▸ Activity: Go through the entries and copy every line that has the string "Keep" in it.

▸ Record set:
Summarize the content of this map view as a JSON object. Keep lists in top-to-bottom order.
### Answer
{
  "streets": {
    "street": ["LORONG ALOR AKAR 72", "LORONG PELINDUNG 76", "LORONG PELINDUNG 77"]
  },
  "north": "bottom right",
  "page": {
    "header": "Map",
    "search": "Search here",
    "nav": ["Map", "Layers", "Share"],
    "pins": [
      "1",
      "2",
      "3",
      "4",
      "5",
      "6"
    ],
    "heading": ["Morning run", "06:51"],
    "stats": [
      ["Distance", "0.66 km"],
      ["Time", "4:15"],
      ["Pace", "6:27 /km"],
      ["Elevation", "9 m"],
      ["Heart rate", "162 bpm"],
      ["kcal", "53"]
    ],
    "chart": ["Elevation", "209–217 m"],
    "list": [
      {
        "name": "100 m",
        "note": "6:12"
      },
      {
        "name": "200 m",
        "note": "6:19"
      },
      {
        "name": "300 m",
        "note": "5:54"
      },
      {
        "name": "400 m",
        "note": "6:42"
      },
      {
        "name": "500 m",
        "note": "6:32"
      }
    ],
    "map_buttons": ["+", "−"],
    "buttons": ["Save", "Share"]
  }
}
---
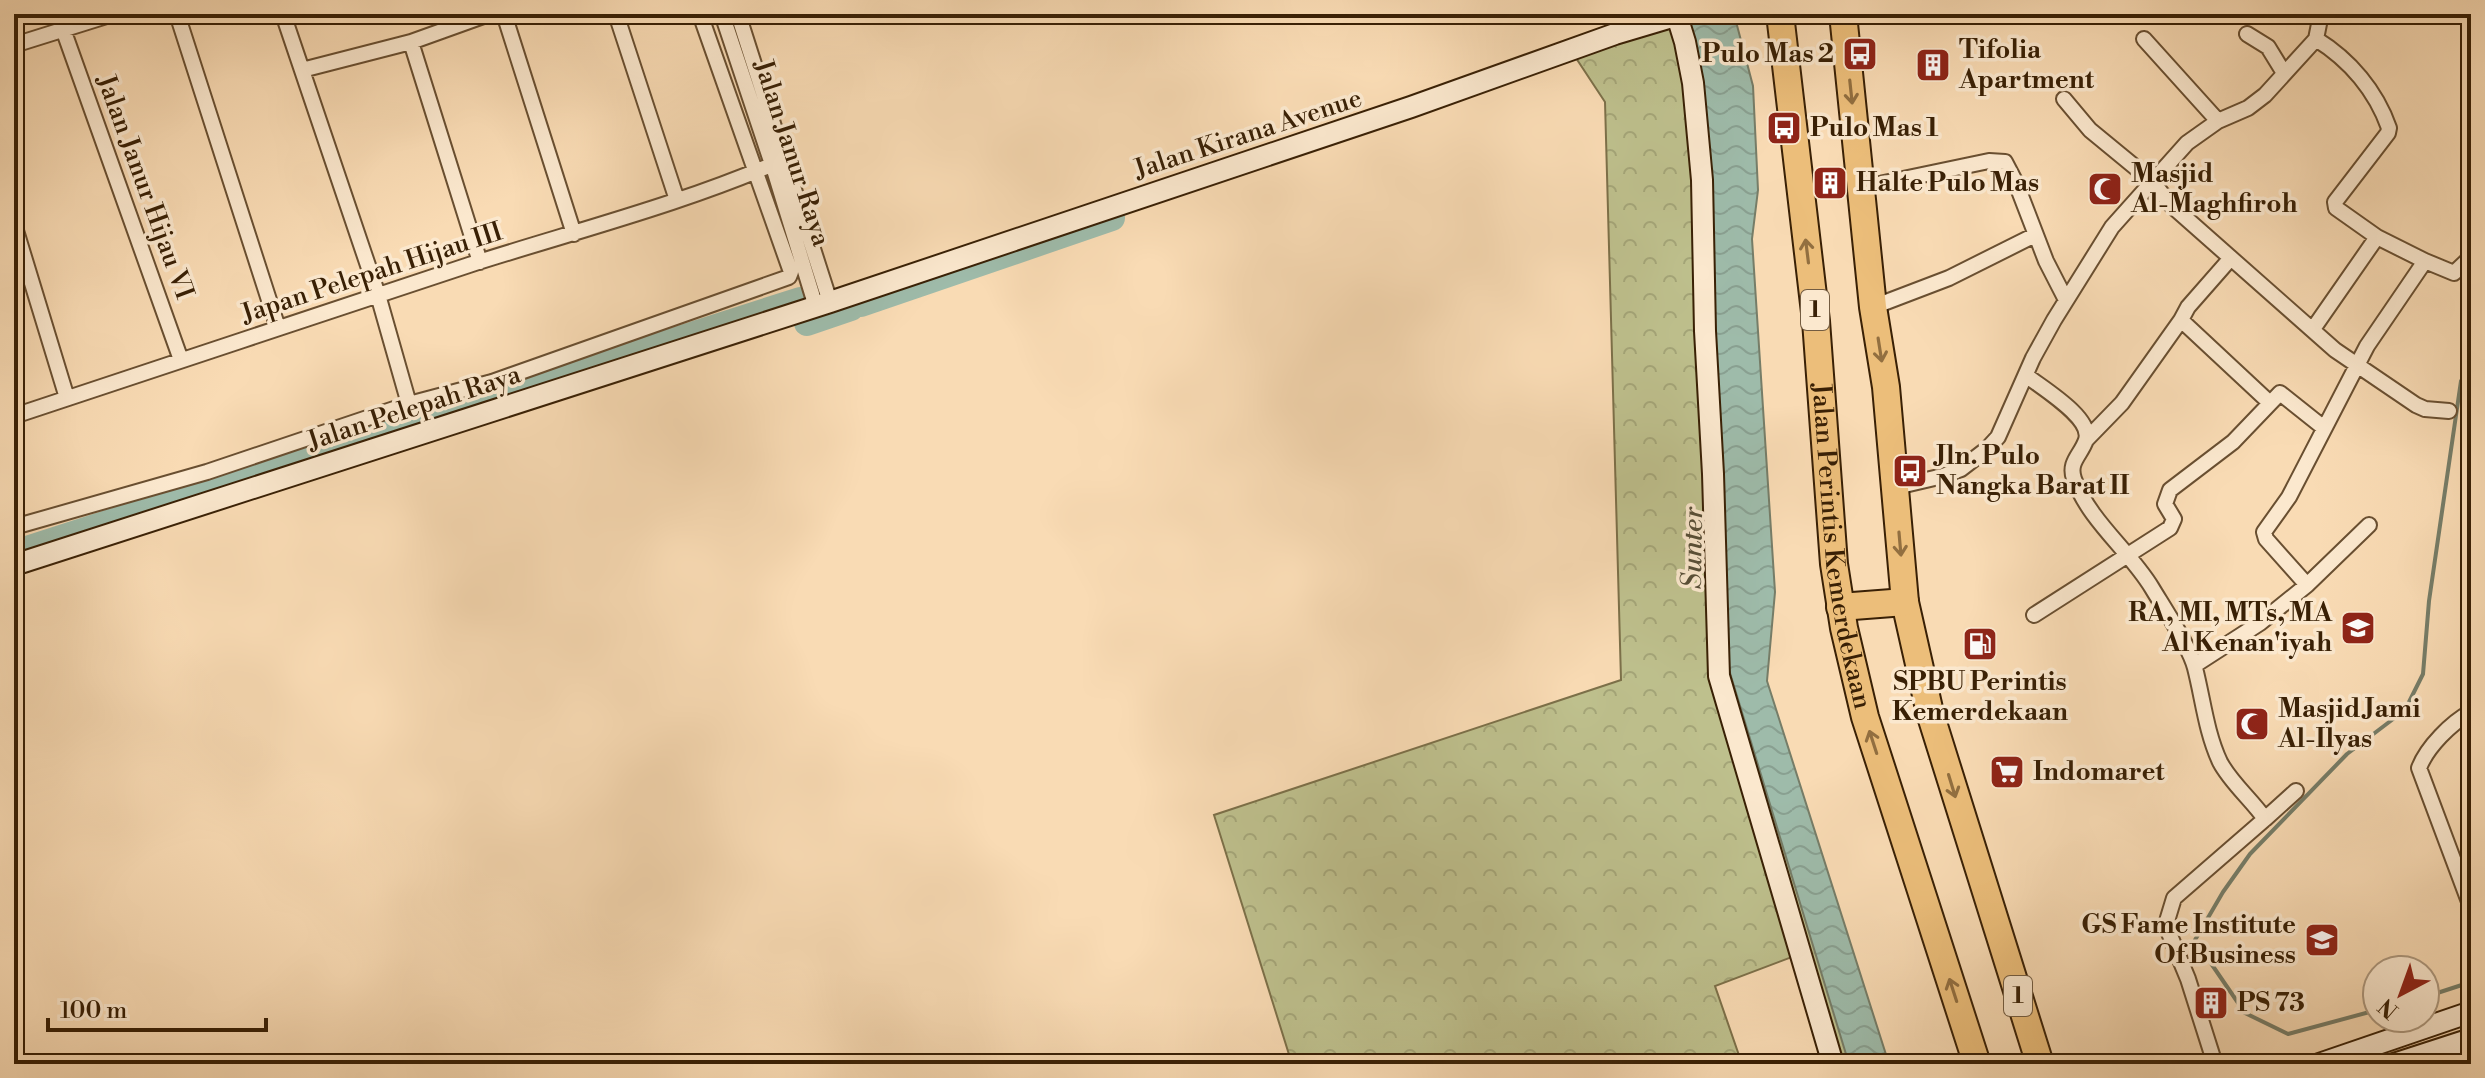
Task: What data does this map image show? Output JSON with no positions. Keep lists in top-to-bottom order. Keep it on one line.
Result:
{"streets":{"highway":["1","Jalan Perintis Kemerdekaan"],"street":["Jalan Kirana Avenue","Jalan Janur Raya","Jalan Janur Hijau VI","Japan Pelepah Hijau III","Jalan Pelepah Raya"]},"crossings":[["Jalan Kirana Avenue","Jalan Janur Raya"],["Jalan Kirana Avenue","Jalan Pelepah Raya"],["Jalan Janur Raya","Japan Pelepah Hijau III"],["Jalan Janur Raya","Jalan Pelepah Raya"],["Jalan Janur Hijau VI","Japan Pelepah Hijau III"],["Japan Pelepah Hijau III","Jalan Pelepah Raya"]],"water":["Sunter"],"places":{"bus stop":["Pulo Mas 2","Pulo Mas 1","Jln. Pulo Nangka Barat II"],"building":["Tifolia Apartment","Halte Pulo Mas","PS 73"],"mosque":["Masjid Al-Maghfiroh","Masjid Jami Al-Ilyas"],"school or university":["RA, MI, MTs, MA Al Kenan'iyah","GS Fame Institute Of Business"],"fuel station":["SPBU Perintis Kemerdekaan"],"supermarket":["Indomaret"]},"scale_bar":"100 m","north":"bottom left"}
...
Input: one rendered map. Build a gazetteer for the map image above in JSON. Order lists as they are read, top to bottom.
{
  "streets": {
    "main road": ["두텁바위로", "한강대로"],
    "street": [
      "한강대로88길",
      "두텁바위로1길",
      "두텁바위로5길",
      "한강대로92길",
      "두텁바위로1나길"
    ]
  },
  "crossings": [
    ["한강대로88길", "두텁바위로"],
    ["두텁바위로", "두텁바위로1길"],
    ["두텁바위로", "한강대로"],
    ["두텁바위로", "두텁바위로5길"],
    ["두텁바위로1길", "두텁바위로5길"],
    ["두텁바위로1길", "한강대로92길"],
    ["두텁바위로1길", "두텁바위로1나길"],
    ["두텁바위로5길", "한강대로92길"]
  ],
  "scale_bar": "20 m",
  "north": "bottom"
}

▸ Result below:
Summarize the content of this map view as a JSON object. Keep lists in top-to-bottom order.
Task: What data does this map image show? Output JSON with no positions. Keep lists in top-to-bottom order. Keep it on one line.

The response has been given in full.